╭─ Extracted information
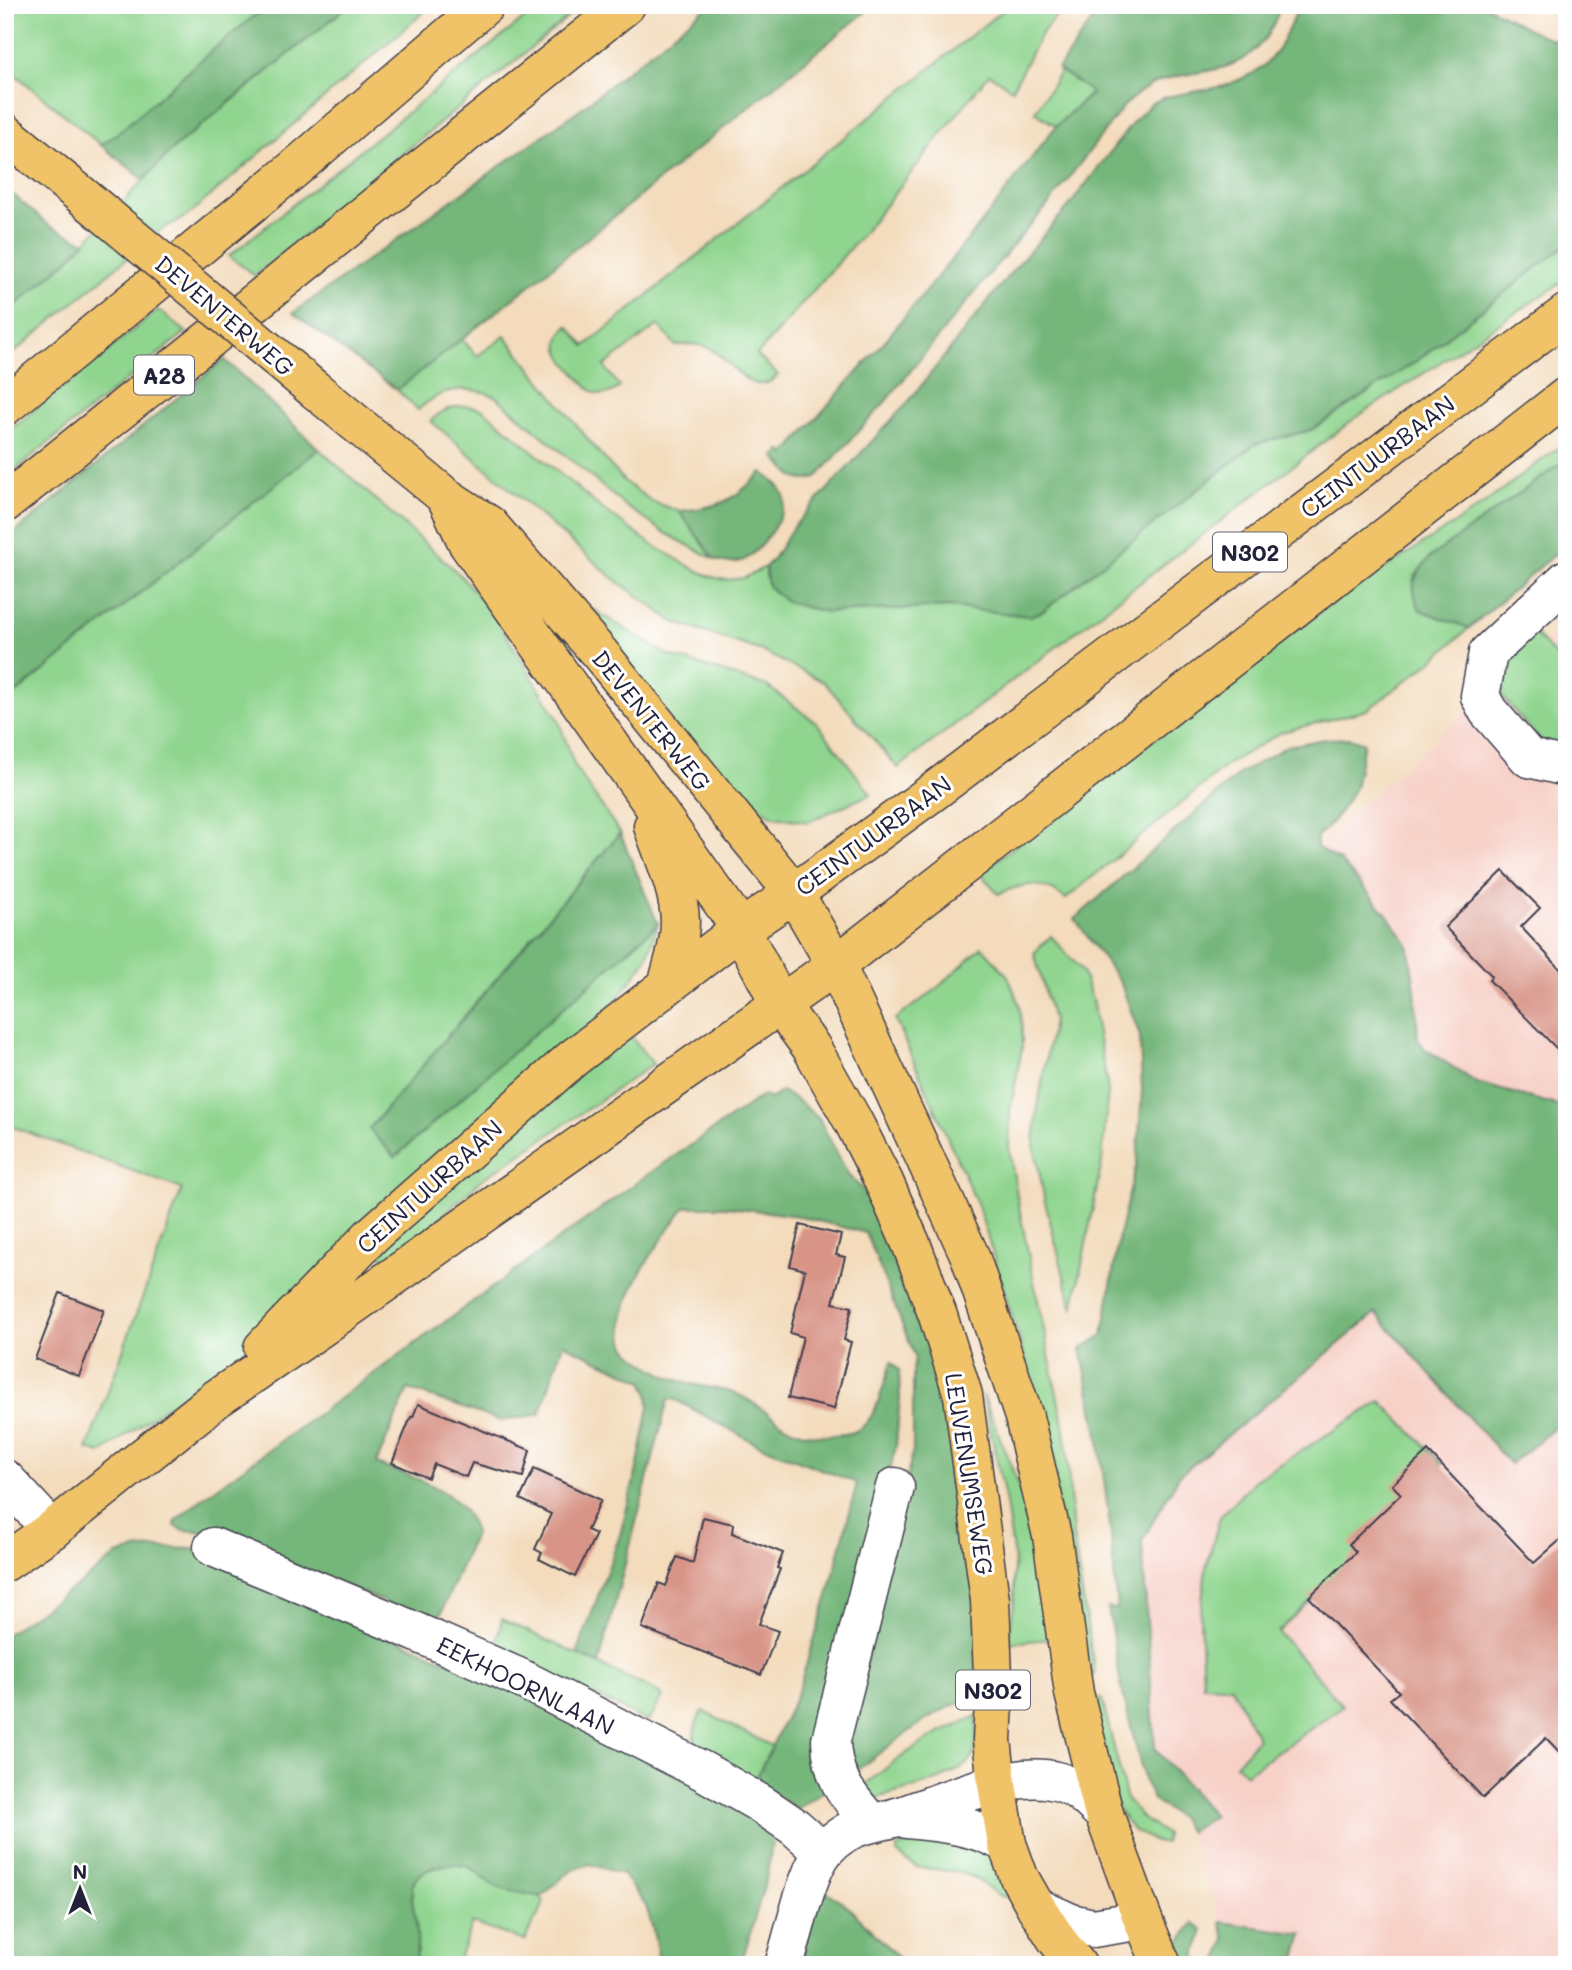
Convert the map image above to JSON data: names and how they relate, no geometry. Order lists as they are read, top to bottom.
{
  "streets": {
    "main road": [
      "DEVENTERWEG",
      "A28",
      "CEINTUURBAAN",
      "N302",
      "LEUVENUMSEWEG"
    ],
    "street": ["EEKHOORNLAAN"]
  },
  "crossings": [
    ["DEVENTERWEG", "CEINTUURBAAN"],
    ["DEVENTERWEG", "LEUVENUMSEWEG"],
    ["CEINTUURBAAN", "LEUVENUMSEWEG"]
  ],
  "north": "top"
}
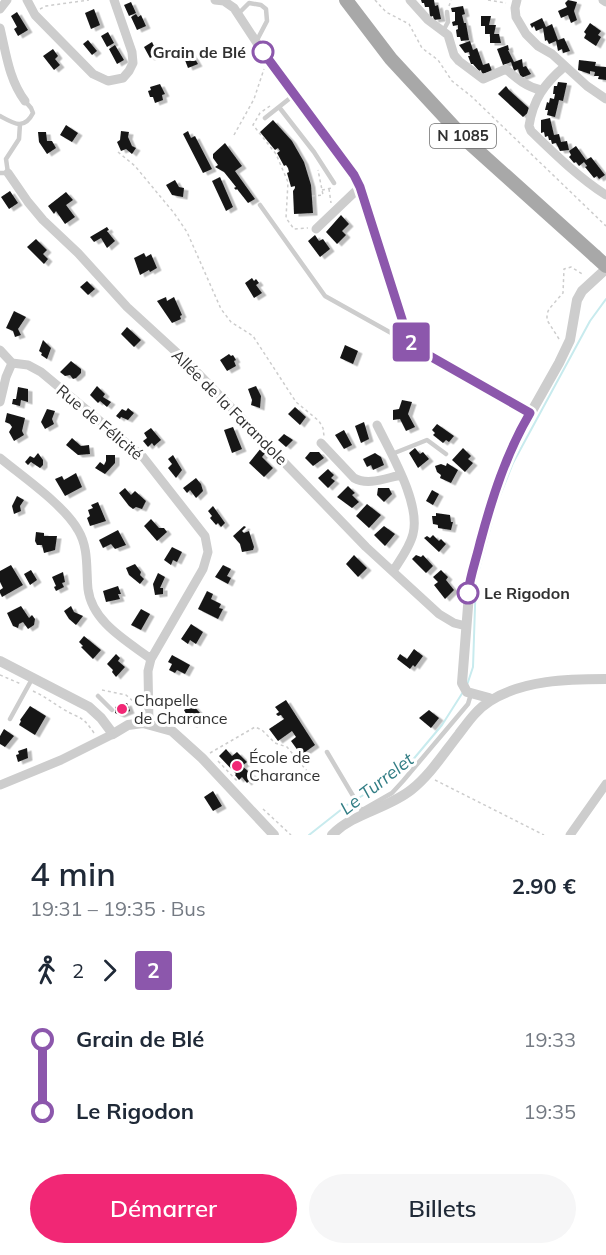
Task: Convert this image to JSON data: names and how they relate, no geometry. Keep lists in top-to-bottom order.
{
  "streets": {
    "main road": ["N 1085"],
    "street": ["Allée de la Farandole", "Rue de Félicité"]
  },
  "water": ["Le Turrelet"],
  "places": [
    "Grain de Blé",
    "Le Rigodon",
    "Chapelle de Charance",
    "École de Charance"
  ],
  "lines": ["bus line 2"],
  "page": {
    "on_map": "2",
    "heading": ["4 min", "19:31 – 19:35 · Bus", "2.90 €"],
    "legs": ["2", "2"],
    "list": [
      {
        "name": "Grain de Blé",
        "value": "19:33"
      },
      {
        "name": "Le Rigodon",
        "value": "19:35"
      }
    ],
    "buttons": ["Démarrer", "Billets"]
  }
}
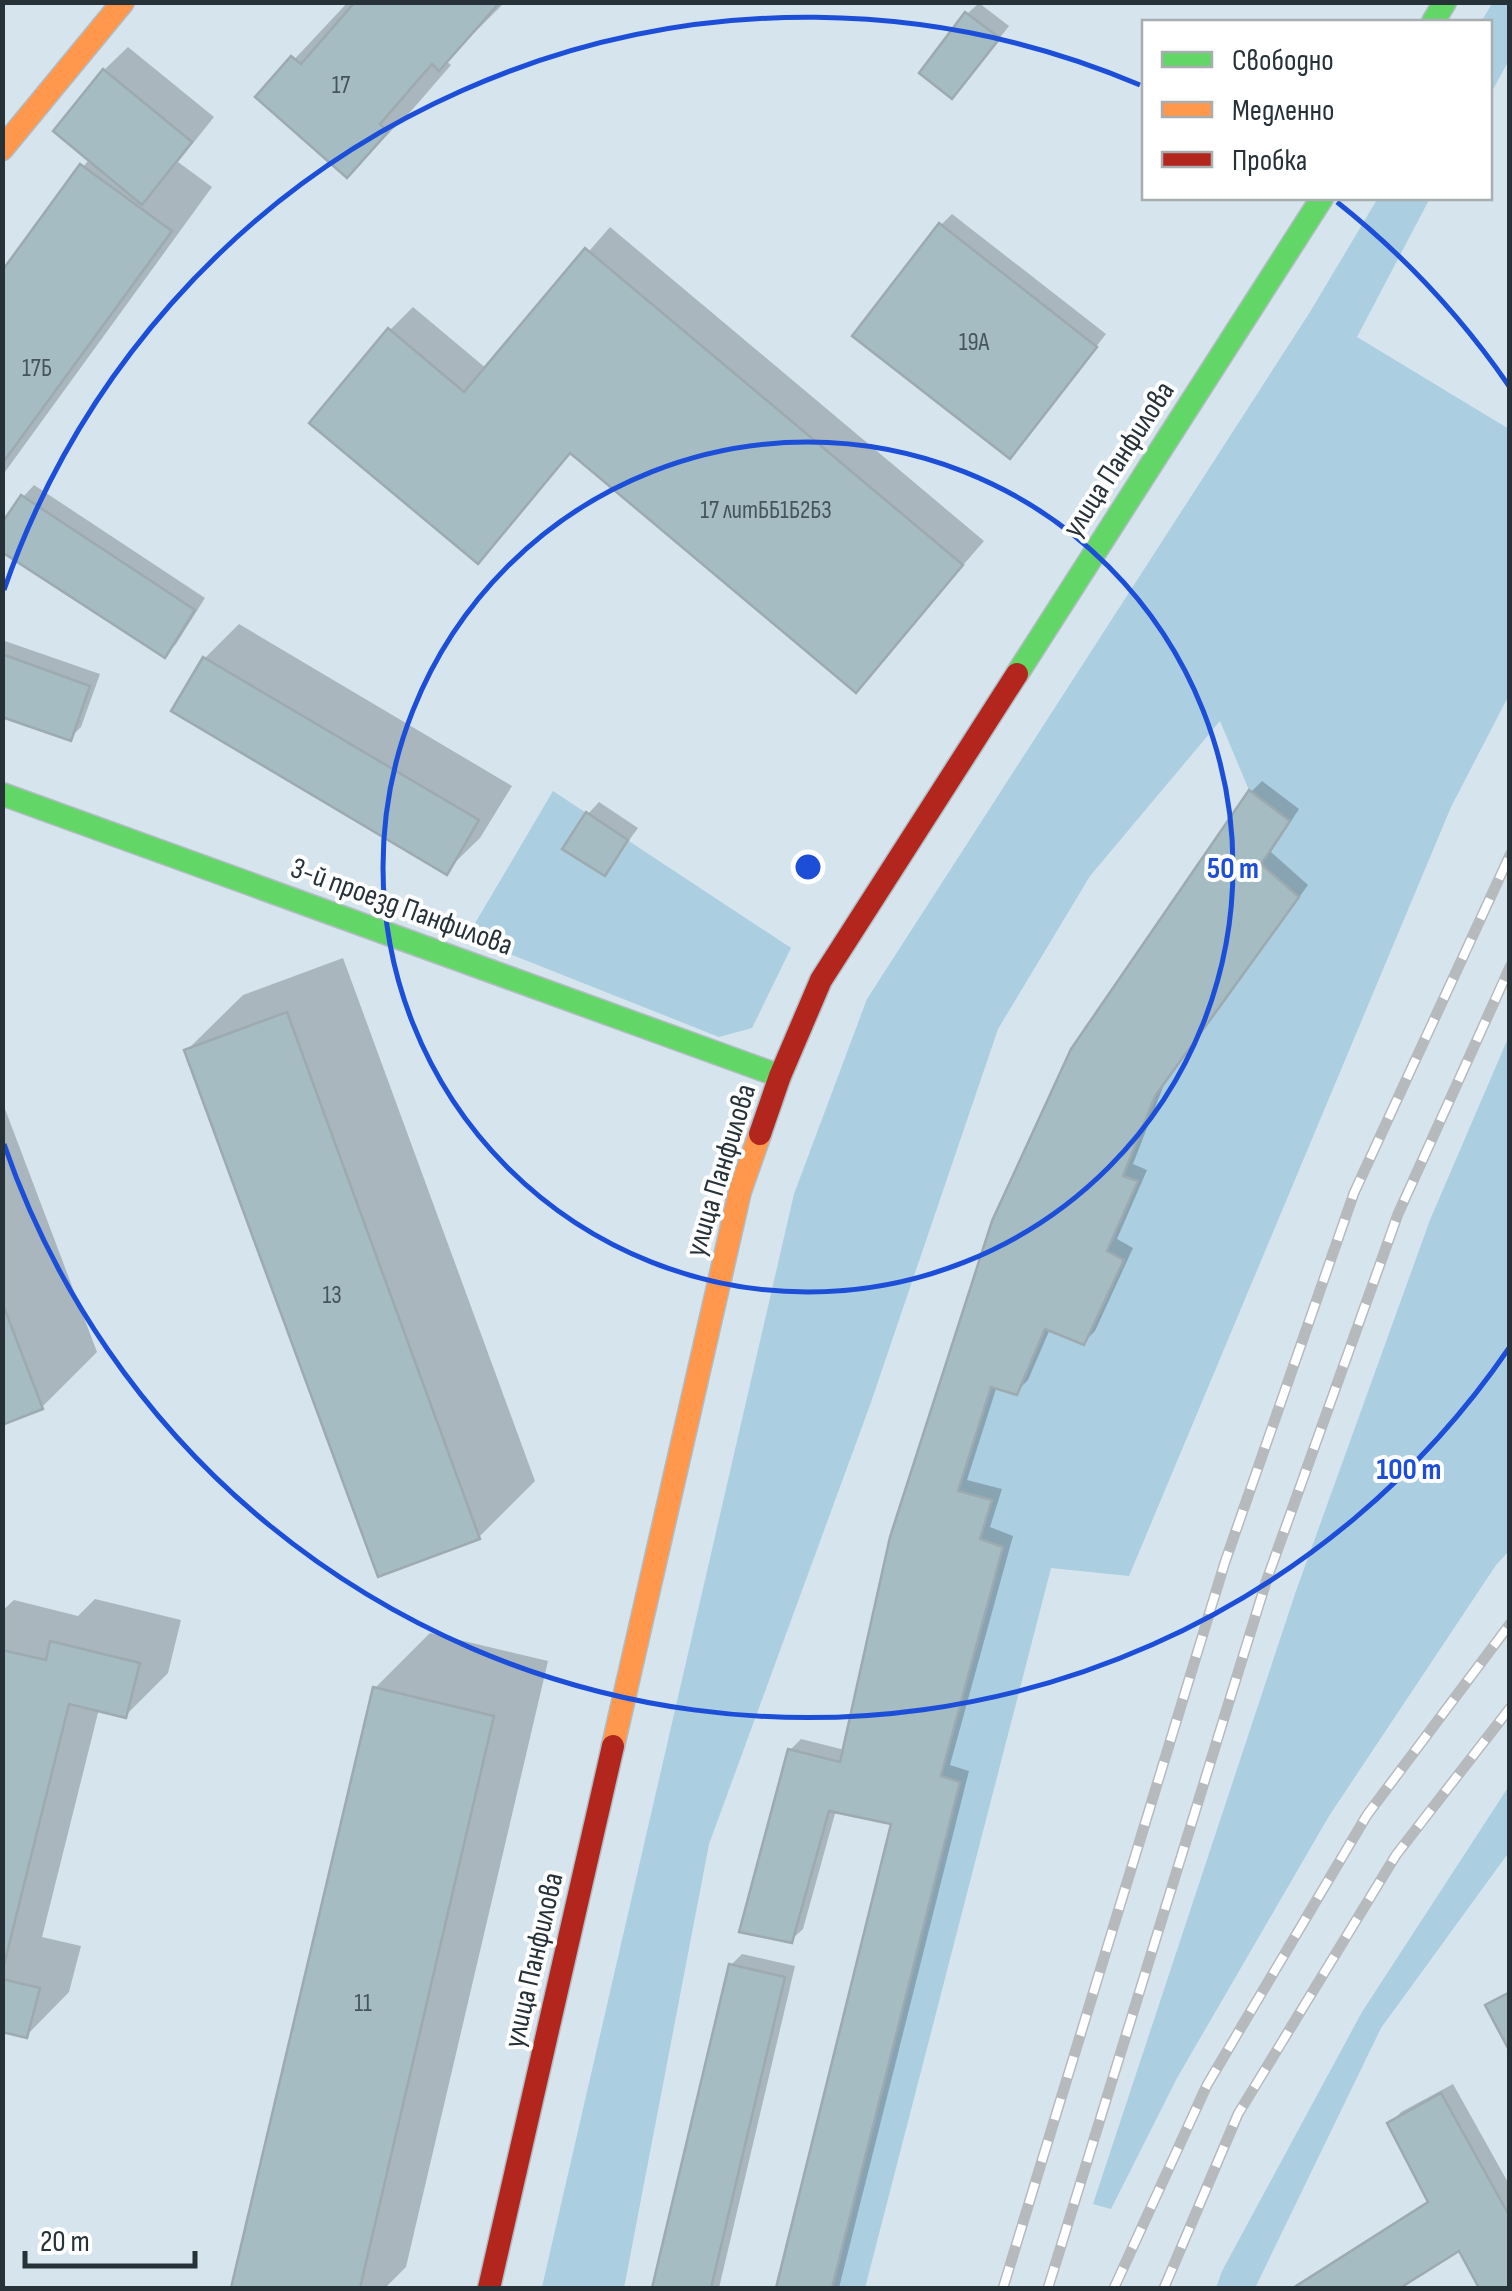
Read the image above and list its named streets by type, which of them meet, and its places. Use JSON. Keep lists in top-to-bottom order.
╰─
• [Your goal]
Whatever the records hold apart from pictures should be repeated exactly.

• [Result of the exercise]
Convert the map image above to JSON data: names and how they relate, no geometry. Order lists as they are read, top to bottom.
{
  "streets": {
    "main road": [
      "DEVENTERWEG",
      "A28",
      "CEINTUURBAAN",
      "N302",
      "LEUVENUMSEWEG"
    ],
    "street": ["EEKHOORNLAAN"]
  },
  "crossings": [
    ["DEVENTERWEG", "CEINTUURBAAN"],
    ["DEVENTERWEG", "LEUVENUMSEWEG"],
    ["CEINTUURBAAN", "LEUVENUMSEWEG"]
  ],
  "north": "top"
}
Task: Convert this image to JSON data: names and how they relate, no geometry. Keep lists in top-to-bottom order.
{
  "streets": {
    "main road": ["N 1085"],
    "street": ["Allée de la Farandole", "Rue de Félicité"]
  },
  "water": ["Le Turrelet"],
  "places": [
    "Grain de Blé",
    "Le Rigodon",
    "Chapelle de Charance",
    "École de Charance"
  ],
  "lines": ["bus line 2"],
  "page": {
    "on_map": "2",
    "heading": ["4 min", "19:31 – 19:35 · Bus", "2.90 €"],
    "legs": ["2", "2"],
    "list": [
      {
        "name": "Grain de Blé",
        "value": "19:33"
      },
      {
        "name": "Le Rigodon",
        "value": "19:35"
      }
    ],
    "buttons": ["Démarrer", "Billets"]
  }
}
Read the image above and list its named streets by type, which of them meet, and its places. Use JSON. Keep lists in top-to-bottom order.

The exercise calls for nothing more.